Анна заплакала, и слёзы были горькими, но они смывали что-то важное, что мешало ей всё это время. Она поняла, что Пётр ей не чужой. Он стал её частью, корнем, который врастал в неё годы и не давал вырвать себя. Она никогда не скажет ему о Грише, но отныне она будет любить его — не той любовью, о которой пишут в романах, а другой, тихой, верной, как земля. И этого будет достаточно.
******
Но судьба уготовила им ещё одно испытание.
Через два года после возвращения Петра, в летнюю пору, когда яблони уже отцвели и завязывались мелкие плоды, заболел Андрей.
Сперва думали, что просто простуда, кашель, температура. Но она не спадала, а росла, и мальчик начал кашлять кровью. Доктор из города, которого еле уговорили приехать, покачал головой и сказал: «Чахоточное воспаление. Шансов мало».
Анна не верила. Она поила его травами, тёплым молоком с мёдом, парила в бане, молилась, ставила свечи, но болезнь не отступала. Андрей таял на глазах, как свеча, и его рыжие волосы тускнели, и глаза вваливались.
В августе, когда яблоки уже налились соком и стали красными, как кровь, он умер. Тихо, во сне, оставив после себя только запах воска, трав и чего-то горького, что навсегда поселилось в доме. Анна сидела у его кровати три дня и не могла оторвать взгляда от его лица — такого спокойного, почти светящегося.
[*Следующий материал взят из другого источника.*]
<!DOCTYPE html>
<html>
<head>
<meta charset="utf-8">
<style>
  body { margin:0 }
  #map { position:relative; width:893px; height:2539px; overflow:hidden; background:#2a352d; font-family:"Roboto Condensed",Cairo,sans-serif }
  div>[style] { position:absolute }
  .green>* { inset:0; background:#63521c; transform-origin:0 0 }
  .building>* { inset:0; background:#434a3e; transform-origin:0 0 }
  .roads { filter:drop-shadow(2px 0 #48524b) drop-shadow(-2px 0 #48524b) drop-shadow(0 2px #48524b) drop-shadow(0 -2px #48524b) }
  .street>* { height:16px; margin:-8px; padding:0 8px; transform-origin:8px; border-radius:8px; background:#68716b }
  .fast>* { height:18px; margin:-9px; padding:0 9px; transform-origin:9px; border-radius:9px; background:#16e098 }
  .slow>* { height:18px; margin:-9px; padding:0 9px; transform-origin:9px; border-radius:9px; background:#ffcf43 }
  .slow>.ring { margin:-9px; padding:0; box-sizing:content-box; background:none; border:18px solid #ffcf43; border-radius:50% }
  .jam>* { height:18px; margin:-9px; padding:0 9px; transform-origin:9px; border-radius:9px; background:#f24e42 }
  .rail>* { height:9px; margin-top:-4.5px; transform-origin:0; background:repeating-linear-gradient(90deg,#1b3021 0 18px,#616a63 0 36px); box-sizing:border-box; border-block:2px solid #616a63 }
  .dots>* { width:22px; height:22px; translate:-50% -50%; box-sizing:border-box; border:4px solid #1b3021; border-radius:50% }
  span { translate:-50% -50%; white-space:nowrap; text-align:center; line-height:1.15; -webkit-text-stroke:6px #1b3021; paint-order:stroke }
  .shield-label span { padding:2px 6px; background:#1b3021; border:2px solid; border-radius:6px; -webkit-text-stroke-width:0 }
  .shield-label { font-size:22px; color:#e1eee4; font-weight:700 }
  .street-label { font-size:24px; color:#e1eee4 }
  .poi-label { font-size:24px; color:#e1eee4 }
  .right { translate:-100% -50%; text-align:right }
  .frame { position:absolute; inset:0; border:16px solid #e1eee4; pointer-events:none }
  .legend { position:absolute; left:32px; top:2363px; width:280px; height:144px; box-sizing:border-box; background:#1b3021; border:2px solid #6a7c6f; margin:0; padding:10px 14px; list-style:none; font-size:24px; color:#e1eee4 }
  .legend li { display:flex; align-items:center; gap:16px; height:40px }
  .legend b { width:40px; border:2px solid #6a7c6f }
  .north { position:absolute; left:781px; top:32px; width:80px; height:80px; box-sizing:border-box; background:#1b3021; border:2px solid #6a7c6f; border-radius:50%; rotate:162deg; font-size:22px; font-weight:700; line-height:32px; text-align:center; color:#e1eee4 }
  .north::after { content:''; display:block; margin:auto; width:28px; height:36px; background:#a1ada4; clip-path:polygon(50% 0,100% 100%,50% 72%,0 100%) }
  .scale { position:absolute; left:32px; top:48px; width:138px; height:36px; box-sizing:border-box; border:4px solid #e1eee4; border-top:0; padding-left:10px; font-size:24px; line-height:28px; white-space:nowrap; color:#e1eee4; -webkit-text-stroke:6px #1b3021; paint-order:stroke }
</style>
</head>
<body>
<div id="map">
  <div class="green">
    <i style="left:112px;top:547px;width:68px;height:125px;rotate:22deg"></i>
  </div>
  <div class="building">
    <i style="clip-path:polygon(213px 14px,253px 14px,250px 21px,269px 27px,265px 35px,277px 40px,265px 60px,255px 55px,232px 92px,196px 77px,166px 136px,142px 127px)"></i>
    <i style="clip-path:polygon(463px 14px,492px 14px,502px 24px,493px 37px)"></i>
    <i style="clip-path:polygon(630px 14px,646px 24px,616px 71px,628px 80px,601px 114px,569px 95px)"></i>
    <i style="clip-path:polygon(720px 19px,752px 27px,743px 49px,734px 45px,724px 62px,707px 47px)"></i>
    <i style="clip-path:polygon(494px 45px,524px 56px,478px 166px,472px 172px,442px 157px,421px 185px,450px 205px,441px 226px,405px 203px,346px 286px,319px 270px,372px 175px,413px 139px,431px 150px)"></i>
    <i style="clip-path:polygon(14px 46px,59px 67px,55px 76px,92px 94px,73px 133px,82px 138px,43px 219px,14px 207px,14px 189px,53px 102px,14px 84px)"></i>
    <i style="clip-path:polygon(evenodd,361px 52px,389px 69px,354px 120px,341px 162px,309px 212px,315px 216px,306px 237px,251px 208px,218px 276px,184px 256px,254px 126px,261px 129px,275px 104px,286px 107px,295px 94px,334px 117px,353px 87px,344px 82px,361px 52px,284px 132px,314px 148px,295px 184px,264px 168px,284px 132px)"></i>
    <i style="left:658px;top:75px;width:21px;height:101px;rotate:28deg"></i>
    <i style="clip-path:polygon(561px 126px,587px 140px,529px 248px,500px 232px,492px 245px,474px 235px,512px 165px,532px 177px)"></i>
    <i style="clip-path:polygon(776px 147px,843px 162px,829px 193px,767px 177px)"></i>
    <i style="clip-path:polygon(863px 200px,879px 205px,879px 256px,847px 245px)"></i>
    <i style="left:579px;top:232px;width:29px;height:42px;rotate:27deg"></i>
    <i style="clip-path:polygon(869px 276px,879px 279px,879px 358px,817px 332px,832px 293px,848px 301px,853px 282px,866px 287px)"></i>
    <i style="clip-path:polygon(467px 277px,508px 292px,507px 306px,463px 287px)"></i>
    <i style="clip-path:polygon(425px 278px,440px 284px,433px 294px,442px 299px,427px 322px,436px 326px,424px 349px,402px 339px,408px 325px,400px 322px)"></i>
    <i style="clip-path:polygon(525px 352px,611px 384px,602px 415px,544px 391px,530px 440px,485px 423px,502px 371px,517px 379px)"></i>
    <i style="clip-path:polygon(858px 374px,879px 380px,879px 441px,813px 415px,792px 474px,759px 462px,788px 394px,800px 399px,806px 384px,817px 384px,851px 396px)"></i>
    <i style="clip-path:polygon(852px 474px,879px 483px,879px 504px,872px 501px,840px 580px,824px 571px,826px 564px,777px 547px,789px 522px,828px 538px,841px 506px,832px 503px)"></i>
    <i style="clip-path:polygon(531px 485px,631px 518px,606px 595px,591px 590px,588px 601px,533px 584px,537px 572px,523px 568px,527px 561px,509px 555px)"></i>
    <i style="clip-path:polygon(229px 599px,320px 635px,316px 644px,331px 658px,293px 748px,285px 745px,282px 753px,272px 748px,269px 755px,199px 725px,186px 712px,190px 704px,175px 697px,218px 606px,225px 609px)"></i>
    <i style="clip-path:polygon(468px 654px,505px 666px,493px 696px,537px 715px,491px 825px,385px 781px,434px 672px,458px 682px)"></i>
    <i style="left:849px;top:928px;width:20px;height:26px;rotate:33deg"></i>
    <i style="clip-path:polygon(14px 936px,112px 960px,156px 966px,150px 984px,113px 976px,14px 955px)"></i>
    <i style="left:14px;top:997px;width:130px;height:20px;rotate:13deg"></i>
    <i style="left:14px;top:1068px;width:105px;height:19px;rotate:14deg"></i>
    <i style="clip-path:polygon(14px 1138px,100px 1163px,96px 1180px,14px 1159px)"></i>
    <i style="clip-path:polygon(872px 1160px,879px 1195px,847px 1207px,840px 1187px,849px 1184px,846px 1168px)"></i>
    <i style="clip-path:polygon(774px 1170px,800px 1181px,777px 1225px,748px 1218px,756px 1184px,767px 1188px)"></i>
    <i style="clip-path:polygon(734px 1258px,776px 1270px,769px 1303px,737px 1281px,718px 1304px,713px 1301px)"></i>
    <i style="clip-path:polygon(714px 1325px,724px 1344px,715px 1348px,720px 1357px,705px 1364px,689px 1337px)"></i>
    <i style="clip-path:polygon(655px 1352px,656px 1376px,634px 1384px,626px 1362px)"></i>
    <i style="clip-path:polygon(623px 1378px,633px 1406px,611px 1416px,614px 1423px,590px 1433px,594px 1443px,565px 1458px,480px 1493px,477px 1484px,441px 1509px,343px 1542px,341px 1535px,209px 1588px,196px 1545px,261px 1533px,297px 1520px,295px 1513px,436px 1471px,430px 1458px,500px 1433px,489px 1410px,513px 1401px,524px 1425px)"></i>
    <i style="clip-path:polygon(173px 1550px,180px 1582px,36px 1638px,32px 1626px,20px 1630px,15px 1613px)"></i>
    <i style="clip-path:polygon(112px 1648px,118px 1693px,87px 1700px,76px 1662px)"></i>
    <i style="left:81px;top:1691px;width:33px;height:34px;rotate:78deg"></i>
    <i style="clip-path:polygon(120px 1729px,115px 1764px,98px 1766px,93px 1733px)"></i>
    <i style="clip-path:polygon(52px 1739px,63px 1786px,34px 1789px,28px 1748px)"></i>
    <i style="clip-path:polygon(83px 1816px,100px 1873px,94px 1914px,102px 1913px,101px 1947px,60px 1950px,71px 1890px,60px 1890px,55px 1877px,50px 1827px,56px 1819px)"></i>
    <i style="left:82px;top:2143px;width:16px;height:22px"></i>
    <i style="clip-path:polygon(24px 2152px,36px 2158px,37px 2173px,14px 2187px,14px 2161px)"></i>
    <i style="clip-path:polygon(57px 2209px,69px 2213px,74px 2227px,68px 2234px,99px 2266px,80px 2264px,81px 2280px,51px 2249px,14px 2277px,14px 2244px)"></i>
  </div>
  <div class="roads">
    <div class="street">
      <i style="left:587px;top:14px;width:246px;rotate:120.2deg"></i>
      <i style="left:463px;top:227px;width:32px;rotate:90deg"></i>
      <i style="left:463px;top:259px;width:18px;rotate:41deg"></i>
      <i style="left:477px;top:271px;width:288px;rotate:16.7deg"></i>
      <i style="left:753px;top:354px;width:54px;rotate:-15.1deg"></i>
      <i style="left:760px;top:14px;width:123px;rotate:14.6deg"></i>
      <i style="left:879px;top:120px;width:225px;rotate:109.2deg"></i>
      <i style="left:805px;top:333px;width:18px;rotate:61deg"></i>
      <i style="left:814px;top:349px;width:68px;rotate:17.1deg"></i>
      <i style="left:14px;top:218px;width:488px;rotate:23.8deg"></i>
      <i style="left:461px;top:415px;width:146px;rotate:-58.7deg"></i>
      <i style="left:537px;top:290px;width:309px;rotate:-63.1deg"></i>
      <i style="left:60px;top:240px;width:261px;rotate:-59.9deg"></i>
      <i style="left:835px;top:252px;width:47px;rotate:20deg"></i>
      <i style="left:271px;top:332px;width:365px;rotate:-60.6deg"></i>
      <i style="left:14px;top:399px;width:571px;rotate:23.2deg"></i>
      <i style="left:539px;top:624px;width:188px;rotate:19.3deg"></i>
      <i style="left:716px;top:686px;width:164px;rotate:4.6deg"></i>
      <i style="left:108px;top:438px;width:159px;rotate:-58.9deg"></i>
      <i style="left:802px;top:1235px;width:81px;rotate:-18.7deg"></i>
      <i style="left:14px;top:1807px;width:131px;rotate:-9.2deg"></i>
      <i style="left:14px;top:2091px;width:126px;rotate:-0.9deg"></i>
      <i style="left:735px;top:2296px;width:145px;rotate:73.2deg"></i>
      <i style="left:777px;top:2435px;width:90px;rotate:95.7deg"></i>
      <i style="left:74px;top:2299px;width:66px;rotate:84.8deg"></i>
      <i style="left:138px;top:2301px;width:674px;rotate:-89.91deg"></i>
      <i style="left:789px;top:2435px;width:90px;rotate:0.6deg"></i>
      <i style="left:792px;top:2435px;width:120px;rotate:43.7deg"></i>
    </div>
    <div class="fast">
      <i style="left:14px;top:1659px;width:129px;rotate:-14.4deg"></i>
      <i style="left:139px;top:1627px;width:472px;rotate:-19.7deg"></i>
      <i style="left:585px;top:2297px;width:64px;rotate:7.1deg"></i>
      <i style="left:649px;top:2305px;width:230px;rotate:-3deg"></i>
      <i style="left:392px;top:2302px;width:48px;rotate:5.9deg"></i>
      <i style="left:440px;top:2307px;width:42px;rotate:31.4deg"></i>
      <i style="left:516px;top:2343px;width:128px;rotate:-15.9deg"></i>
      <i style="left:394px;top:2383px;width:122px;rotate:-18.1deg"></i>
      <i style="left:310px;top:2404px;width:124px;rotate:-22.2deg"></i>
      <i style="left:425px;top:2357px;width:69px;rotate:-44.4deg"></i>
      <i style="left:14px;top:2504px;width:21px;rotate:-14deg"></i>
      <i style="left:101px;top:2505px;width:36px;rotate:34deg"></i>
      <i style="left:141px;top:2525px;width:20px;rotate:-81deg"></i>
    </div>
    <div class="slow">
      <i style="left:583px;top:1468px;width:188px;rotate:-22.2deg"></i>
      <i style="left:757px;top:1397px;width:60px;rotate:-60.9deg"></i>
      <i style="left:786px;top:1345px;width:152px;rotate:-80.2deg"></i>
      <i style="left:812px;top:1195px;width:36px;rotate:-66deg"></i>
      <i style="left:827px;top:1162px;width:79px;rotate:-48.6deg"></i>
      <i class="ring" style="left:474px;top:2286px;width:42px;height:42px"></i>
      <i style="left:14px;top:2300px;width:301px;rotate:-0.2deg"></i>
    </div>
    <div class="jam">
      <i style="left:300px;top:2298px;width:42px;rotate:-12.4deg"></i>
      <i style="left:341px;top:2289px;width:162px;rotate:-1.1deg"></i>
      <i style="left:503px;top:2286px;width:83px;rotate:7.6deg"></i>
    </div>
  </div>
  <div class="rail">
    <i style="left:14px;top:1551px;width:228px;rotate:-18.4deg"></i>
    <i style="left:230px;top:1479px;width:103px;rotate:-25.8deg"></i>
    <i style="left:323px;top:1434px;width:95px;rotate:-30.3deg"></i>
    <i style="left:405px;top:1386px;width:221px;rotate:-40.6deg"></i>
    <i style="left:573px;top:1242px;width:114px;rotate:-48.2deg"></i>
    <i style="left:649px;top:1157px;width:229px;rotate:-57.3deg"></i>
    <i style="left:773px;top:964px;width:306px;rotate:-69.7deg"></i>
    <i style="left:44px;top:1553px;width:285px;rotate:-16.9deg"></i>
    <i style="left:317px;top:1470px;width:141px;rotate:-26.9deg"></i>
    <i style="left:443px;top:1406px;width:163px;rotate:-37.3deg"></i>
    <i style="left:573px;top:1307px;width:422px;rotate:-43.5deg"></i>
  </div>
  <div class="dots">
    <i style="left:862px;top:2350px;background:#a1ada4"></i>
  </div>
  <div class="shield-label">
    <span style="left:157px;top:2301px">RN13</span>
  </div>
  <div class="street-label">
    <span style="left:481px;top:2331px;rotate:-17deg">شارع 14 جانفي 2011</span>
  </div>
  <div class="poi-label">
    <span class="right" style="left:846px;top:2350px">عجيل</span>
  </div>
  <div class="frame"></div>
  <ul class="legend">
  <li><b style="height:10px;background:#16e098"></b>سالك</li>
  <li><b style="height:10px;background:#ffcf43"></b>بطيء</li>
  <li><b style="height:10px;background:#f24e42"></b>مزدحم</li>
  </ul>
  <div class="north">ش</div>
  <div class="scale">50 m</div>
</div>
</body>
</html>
Пётр стоял за её спиной, сгорбившись, и плакал — беззвучно, по-мужски, утирая слёзы рукавом. Маша, которой уже было шестнадцать, выла в сенях, зажав рот ладонью, чтобы не тревожить мать
. Похоронили Андрея на холме, за оврагом, рядом с кладбищем, где покоились старые кресты. Анна посадила на его могиле молодую яблоню — ту самую, которую она поливала и холила, и через год она зацвела белым, душистым цветом, и в этом цвете Анна видела улыбку сына. Она часто ходила туда, сидела у могилы, разговаривала с Андреем, рассказывала ему о делах, о погоде, о том, как растёт яблоня. Она не плакала больше — слёз не осталось. Только глухая, невыносимая боль, которая со временем превратилась в ровный, тёмный фон её жизни.
*****
В пятидесятом году Маша вышла замуж за соседского парня, Николая, и уехала в районный город. Анна осталась одна с Петром.
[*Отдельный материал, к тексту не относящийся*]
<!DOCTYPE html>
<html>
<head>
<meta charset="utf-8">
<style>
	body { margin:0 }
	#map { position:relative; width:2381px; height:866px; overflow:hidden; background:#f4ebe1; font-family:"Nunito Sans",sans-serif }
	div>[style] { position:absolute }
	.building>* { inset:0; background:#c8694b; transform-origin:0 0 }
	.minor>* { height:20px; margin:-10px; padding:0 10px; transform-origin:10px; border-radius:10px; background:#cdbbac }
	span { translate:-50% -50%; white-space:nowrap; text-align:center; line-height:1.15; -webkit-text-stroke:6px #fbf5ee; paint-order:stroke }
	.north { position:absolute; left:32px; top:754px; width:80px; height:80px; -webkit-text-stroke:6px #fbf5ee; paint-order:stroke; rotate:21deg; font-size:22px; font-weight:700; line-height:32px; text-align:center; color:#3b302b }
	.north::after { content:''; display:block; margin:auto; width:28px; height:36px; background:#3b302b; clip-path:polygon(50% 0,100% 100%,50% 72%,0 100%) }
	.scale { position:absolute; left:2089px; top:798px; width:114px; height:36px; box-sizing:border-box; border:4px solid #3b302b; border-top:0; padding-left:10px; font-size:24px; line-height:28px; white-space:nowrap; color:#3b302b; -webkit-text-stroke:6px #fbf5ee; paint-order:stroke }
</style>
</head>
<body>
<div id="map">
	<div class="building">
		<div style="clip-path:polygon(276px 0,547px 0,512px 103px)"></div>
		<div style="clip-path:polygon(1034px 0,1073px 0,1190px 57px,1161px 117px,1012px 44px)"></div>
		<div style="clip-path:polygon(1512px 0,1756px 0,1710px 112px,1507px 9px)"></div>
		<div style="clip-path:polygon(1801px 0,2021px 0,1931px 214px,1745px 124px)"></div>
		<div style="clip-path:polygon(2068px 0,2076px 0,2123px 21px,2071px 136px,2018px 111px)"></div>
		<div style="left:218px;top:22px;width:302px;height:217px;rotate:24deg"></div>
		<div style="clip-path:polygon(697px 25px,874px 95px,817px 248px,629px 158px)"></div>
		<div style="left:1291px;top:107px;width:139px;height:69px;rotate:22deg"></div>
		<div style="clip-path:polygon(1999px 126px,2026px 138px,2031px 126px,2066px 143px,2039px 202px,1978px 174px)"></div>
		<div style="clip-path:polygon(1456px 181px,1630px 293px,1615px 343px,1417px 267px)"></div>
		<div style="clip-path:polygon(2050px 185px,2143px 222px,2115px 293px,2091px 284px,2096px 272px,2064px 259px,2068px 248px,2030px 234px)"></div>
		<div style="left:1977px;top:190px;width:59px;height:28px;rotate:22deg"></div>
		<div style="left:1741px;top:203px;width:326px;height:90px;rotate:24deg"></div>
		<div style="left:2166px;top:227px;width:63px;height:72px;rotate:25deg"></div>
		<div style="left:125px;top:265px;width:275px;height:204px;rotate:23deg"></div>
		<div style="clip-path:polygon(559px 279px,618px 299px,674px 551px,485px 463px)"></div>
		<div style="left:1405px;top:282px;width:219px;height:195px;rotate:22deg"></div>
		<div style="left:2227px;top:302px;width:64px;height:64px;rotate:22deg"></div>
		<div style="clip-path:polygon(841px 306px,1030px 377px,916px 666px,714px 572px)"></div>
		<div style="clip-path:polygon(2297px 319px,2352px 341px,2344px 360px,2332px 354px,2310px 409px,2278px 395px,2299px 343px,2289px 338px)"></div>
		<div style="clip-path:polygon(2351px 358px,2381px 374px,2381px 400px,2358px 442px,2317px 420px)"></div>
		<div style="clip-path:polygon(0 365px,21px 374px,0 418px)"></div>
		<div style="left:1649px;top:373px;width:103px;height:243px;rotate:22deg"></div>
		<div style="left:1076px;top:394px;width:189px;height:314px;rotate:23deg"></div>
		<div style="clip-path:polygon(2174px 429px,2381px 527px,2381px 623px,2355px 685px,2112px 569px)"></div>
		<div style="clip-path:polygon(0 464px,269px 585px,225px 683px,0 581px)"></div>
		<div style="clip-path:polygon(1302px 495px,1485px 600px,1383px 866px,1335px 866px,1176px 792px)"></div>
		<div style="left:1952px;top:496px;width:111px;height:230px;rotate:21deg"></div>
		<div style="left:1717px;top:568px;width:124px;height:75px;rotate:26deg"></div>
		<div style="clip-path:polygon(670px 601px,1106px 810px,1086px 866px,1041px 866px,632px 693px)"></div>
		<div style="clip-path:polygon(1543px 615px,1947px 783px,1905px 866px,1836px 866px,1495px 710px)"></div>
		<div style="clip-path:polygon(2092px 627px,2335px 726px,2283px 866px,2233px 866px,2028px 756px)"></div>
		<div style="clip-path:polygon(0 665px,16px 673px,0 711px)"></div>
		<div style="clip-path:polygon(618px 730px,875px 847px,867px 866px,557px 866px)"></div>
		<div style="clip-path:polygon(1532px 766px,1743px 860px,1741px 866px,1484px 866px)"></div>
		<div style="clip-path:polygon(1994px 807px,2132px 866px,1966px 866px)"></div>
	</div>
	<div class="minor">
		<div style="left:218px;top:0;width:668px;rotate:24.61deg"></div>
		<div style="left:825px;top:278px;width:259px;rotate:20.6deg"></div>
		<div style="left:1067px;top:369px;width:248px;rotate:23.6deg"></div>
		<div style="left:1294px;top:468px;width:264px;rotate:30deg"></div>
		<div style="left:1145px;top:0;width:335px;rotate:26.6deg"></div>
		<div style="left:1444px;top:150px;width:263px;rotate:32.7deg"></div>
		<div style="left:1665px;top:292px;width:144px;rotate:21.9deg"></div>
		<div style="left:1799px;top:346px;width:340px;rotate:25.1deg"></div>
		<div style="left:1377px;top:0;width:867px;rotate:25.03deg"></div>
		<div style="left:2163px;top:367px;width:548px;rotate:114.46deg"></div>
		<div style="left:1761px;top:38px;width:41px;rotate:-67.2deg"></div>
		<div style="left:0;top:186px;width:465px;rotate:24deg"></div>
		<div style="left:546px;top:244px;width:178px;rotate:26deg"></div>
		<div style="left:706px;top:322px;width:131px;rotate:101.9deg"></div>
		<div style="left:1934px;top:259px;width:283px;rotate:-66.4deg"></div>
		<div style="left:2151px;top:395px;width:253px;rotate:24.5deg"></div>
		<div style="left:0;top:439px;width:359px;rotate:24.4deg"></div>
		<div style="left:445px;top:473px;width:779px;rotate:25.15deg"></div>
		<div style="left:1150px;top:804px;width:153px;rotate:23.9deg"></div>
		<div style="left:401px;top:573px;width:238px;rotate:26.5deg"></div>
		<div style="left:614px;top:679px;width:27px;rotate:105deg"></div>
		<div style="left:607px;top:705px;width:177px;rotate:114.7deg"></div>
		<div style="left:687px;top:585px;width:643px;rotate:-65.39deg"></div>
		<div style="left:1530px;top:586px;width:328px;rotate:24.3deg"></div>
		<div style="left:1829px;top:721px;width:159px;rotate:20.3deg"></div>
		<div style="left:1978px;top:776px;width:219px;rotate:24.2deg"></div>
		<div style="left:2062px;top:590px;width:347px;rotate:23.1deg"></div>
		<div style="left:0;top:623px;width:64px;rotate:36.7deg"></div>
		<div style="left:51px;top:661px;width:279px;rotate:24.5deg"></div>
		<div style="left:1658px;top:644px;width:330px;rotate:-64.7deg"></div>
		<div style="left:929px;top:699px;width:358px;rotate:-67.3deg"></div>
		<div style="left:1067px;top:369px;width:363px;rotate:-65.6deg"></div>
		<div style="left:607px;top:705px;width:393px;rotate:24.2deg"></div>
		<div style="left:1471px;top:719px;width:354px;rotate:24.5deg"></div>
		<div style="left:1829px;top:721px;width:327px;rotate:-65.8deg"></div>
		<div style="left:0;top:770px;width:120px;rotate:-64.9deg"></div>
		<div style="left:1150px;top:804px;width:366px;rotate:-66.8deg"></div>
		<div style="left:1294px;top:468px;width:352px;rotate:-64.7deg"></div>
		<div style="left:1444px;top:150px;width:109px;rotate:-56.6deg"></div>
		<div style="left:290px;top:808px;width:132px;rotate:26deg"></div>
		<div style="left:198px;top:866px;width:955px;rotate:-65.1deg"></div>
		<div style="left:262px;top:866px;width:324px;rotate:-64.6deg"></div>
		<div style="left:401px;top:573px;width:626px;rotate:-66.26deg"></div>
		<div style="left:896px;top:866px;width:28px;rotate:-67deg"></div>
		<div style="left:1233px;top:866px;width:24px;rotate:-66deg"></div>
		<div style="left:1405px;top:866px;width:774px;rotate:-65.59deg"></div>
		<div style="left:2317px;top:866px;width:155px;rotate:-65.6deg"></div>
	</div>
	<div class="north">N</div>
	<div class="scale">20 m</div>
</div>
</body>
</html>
В доме стало тихо — слишком тихо, будто все звуки выпили, оставив только потрескивание печи и поскрипывание половиц
. Анна и Пётр жили вдвоём, и их жизнь стала похожа на осенний день — без солнца, но с ровным, приглушённым светом, который не обжигает, но и не согревает. Они мало говорили друг с другом, не потому, что им было о чём молчать, а потому что слова уже были не нужны — они понимали друг друга без них.
Пётр по-прежнему работал в поле, чинил заборы, колол дрова, а Анна вела хозяйство, растила цветы, сушила травы и ждала писем от Маши. Внуки родились двое — мальчик и девочка, — и Анна ездила к ним в город несколько раз в год, везла домашний творог, сметану, варенье, и глядя, как внуки бегают по чистому городскому двору, она чувствовала, что жизнь продолжается, что она не зря жила, что в этих маленьких руках, в этих звонких голосах есть продолжение её рода, её земли.
Но ничто не могло заглушить в ней ту старую, застарелую тоску, которая просыпалась каждую осень, когда ветер срывал последние листья с яблонь и устилал ими дорогу к лесу.
Она стояла у калитки, смотрела на ту дорогу и вспоминала. Не каждый день, не каждую неделю, но иногда — когда особенно остро пахло прелыми листьями и первым инеем.
Тогда она доставала конька с полки, садилась у окна, перебирала сухие травы и думала о том, что было сорок лет назад. Она не искала уже ни смысла, ни оправдания. Она просто переживала это снова, как перелистывают старую, потрёпанную книгу, зная каждое слово, но всё равно задерживаясь на любимых страницах.
И на одной из таких страниц было написано имя Григория, и она шептала его, как молитву: «Гриша, Гришенька, вернулся ли ты? Жив ли? Помнишь ли меня?» Ответа не было, но ей казалось, что ветер, гуляющий по саду, иногда приносил ответ — шорох листьев, шелест травы, и в этом шорохе угадывался тот самый голос, который сказал ей когда-то: «Ты как русалка из сказки».
*****
Пётр умер на семьдесят шестом году, тихо, как и жил.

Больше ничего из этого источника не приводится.